I'm so sorry your daughter, you, and your husband are going through this. It sounds like it's been difficult and robbing you of the joyous times you deserve as a family.
I hope you can find the support you need to keep hanging in there and taking it a day at a time. When I find myself spiraling I really try to remind myself to just relax and take it easy as worrying only seems to worsen the situation. The best way to cope is to get as much medical advice and support as possible and to try to figure out how the three of you can adjust to life with a chronic illness as well as possible.
Hi. It sounds like there is a lot more going on here than just the asthma. I don’t want to sound out of turn here and I don’t know your daughter at all but have you considered the possibility that she may be on the autism spectrum? I say this because I have a daughter who has similar obsessions and anxieties and she was diagnosed at 15. As regards the anxiety it may be very useful to call the Young Minds helpline. They are absolutely fantastic and will support both the parent and the child and are good at signposting to the correct services. Their freephone number is 0808 802 5544 I hope you manage to get some help for her as it sounds like you are all suffering.

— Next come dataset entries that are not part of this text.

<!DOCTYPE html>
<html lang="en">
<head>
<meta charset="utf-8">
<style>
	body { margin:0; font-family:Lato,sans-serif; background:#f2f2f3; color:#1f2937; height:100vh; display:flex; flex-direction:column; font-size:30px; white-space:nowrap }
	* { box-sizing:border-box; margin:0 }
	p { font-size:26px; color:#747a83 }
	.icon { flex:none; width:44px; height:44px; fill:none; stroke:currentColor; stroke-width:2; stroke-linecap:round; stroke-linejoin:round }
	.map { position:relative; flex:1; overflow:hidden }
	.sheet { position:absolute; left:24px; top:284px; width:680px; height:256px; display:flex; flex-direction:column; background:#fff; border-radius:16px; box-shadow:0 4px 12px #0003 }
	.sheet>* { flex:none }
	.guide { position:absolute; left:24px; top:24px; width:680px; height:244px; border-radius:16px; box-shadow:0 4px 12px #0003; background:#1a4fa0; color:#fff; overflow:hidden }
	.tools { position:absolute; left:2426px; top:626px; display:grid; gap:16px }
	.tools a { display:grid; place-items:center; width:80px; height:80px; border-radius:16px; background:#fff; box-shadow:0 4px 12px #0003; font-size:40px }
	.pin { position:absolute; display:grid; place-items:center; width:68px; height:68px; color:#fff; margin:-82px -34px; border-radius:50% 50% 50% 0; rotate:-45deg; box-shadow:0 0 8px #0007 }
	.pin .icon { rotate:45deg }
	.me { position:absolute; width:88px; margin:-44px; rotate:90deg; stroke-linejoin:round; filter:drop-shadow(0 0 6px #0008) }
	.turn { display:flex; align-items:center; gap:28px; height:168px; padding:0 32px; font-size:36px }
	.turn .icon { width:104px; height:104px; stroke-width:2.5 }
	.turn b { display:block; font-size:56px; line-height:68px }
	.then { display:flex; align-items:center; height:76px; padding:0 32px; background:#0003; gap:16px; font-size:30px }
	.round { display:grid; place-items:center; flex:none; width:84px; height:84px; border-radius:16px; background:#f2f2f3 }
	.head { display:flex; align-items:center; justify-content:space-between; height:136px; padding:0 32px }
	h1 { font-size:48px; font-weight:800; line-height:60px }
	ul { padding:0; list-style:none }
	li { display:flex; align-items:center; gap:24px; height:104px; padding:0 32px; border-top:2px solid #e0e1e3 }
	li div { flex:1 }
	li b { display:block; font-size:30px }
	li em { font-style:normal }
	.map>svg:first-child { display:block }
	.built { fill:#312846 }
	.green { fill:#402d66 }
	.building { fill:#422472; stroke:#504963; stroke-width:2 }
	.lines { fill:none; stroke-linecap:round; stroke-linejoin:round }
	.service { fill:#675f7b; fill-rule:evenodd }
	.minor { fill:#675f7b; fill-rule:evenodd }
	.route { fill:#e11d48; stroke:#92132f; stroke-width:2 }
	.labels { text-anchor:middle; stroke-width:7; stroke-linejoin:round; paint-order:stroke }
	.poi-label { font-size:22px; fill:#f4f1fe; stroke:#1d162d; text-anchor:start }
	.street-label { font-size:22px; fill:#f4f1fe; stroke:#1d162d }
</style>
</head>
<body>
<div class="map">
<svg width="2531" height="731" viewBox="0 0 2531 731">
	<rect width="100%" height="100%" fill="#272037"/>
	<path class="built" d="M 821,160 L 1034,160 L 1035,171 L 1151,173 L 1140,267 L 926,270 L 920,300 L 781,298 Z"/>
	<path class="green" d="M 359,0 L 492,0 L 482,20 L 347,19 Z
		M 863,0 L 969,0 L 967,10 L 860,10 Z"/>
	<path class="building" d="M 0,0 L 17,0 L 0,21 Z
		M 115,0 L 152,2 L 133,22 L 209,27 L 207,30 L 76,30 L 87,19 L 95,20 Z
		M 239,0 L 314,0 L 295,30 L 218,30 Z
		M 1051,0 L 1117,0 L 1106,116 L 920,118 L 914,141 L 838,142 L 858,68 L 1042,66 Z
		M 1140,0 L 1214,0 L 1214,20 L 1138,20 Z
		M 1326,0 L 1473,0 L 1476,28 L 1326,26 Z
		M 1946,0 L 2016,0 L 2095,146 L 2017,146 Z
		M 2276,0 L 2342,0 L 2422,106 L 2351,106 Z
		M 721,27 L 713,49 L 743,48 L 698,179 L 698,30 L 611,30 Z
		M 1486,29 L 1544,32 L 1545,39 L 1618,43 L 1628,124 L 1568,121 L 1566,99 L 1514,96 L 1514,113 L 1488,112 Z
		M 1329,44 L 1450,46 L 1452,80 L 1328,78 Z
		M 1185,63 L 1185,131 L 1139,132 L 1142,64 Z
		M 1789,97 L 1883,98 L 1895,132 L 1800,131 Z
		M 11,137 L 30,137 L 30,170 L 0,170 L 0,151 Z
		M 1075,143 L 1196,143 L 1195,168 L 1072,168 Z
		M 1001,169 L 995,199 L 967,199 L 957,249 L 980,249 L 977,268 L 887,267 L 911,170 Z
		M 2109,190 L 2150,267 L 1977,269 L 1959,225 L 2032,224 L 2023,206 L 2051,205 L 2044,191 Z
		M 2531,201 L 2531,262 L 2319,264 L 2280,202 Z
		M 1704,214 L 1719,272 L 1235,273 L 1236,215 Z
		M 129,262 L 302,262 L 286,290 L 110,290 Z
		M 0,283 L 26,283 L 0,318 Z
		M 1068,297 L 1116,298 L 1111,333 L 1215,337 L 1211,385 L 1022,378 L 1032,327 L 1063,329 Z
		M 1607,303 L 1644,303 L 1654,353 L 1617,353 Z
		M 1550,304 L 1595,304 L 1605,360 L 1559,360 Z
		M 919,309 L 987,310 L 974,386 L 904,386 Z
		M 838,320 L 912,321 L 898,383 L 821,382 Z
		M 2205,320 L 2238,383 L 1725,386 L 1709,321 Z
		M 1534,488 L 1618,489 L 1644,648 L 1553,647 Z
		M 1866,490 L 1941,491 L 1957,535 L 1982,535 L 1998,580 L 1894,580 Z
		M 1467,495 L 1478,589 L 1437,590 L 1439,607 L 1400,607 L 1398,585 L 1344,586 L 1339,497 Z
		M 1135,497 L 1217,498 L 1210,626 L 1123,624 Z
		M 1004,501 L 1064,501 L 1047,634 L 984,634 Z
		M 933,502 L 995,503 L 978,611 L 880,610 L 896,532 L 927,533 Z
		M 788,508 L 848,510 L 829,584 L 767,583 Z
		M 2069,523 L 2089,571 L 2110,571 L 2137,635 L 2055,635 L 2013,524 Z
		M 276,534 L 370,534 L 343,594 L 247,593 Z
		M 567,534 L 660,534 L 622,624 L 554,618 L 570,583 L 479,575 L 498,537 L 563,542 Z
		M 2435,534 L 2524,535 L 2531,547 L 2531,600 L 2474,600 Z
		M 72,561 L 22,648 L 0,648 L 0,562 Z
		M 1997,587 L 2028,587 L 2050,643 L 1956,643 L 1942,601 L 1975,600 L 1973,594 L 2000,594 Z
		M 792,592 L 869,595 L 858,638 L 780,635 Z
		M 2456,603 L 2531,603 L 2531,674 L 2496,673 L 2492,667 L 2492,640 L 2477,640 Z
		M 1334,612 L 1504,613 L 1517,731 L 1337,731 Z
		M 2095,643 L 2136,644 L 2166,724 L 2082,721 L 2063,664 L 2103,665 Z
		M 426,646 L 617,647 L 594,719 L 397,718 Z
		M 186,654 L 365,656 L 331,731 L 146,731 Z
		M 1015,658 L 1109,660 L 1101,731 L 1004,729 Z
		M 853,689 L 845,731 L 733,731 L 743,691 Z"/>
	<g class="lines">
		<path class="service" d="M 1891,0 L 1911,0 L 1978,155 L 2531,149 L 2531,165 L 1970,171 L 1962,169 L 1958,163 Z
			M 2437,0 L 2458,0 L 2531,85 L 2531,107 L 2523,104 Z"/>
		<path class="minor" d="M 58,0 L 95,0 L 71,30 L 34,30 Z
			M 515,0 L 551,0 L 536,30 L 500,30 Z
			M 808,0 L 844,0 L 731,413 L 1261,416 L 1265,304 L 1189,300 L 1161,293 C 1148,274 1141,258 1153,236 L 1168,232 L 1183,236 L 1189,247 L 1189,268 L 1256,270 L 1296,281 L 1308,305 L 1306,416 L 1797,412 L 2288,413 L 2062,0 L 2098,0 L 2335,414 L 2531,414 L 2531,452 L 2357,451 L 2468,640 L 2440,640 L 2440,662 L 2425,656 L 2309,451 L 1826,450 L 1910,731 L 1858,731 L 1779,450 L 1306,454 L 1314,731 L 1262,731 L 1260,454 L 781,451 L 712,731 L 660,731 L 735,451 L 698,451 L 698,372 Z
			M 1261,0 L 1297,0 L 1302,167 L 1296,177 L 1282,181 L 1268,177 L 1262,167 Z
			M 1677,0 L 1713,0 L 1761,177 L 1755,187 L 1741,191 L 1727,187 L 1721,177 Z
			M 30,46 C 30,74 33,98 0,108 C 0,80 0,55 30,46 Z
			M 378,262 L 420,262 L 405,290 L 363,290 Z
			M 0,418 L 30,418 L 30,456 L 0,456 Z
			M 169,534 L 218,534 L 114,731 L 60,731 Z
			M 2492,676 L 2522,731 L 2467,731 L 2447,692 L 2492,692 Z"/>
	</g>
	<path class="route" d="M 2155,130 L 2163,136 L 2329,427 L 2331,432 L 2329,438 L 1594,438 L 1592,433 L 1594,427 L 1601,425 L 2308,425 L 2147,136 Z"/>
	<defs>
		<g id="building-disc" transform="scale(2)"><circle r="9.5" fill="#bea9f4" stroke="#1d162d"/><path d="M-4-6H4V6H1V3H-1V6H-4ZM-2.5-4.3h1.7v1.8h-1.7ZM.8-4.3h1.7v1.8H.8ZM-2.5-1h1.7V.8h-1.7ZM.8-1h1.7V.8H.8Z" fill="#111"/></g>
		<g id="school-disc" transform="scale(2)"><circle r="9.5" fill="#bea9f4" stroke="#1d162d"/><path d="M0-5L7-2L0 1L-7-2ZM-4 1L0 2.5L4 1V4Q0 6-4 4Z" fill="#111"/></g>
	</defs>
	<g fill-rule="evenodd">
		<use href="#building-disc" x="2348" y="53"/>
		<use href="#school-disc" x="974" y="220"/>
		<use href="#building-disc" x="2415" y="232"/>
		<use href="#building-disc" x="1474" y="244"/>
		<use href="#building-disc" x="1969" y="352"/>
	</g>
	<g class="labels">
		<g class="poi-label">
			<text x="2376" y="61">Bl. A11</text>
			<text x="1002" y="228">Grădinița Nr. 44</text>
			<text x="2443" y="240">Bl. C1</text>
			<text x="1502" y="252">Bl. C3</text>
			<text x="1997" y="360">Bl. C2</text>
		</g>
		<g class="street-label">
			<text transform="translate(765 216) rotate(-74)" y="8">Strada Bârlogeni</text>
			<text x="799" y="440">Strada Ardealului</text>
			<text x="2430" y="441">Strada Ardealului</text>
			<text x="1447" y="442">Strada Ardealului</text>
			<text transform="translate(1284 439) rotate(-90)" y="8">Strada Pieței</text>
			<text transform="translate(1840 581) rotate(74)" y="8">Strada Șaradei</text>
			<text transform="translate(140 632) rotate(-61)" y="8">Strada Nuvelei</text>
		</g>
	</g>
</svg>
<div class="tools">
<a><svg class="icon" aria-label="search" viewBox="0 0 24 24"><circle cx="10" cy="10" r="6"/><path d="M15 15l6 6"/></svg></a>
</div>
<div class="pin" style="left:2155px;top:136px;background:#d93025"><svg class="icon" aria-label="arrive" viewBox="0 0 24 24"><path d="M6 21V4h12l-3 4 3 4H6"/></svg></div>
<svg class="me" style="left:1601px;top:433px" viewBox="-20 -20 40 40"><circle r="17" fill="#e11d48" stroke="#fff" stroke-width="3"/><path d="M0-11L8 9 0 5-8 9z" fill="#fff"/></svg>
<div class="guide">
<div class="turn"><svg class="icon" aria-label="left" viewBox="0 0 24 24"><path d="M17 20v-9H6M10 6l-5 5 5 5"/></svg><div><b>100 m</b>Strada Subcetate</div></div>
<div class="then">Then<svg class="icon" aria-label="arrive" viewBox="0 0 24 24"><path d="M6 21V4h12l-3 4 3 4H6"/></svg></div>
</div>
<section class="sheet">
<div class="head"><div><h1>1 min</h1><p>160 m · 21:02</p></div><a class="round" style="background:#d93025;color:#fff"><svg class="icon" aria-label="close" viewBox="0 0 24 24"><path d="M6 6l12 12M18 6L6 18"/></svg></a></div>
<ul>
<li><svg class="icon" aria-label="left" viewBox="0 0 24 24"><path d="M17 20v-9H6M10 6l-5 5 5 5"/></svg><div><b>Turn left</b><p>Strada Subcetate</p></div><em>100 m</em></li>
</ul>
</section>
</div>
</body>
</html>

Sending my love. And by the way you are NOT a failure and please don’t feel like one. You sound like a loving caring parent to me. x
I really feel for you and echo the sentiment that you're not a failure at all. You're clearly a deeply caring and concerned parent trying to do what's right for your daughter and family. The NHS mental health resources can be wonderful, yet I also completely support the idea of seeking further advice from one of the specialist mental health charities mentioned re any services you can track down. It sounds as if you could all benefit from some high-quality therapeutic support. It seems you may need someone who can help your daughter with her anxiety, yet also to support your own anxieties and feelings. Even to safely put boundaries in place, where appropriate. But it's vital this is a very well-qualified professional and someone who will also happily liaise with your daughter's asthma team so that they never contradict the medical advice and you can feel confident that you're in safe hands. Thinking of you!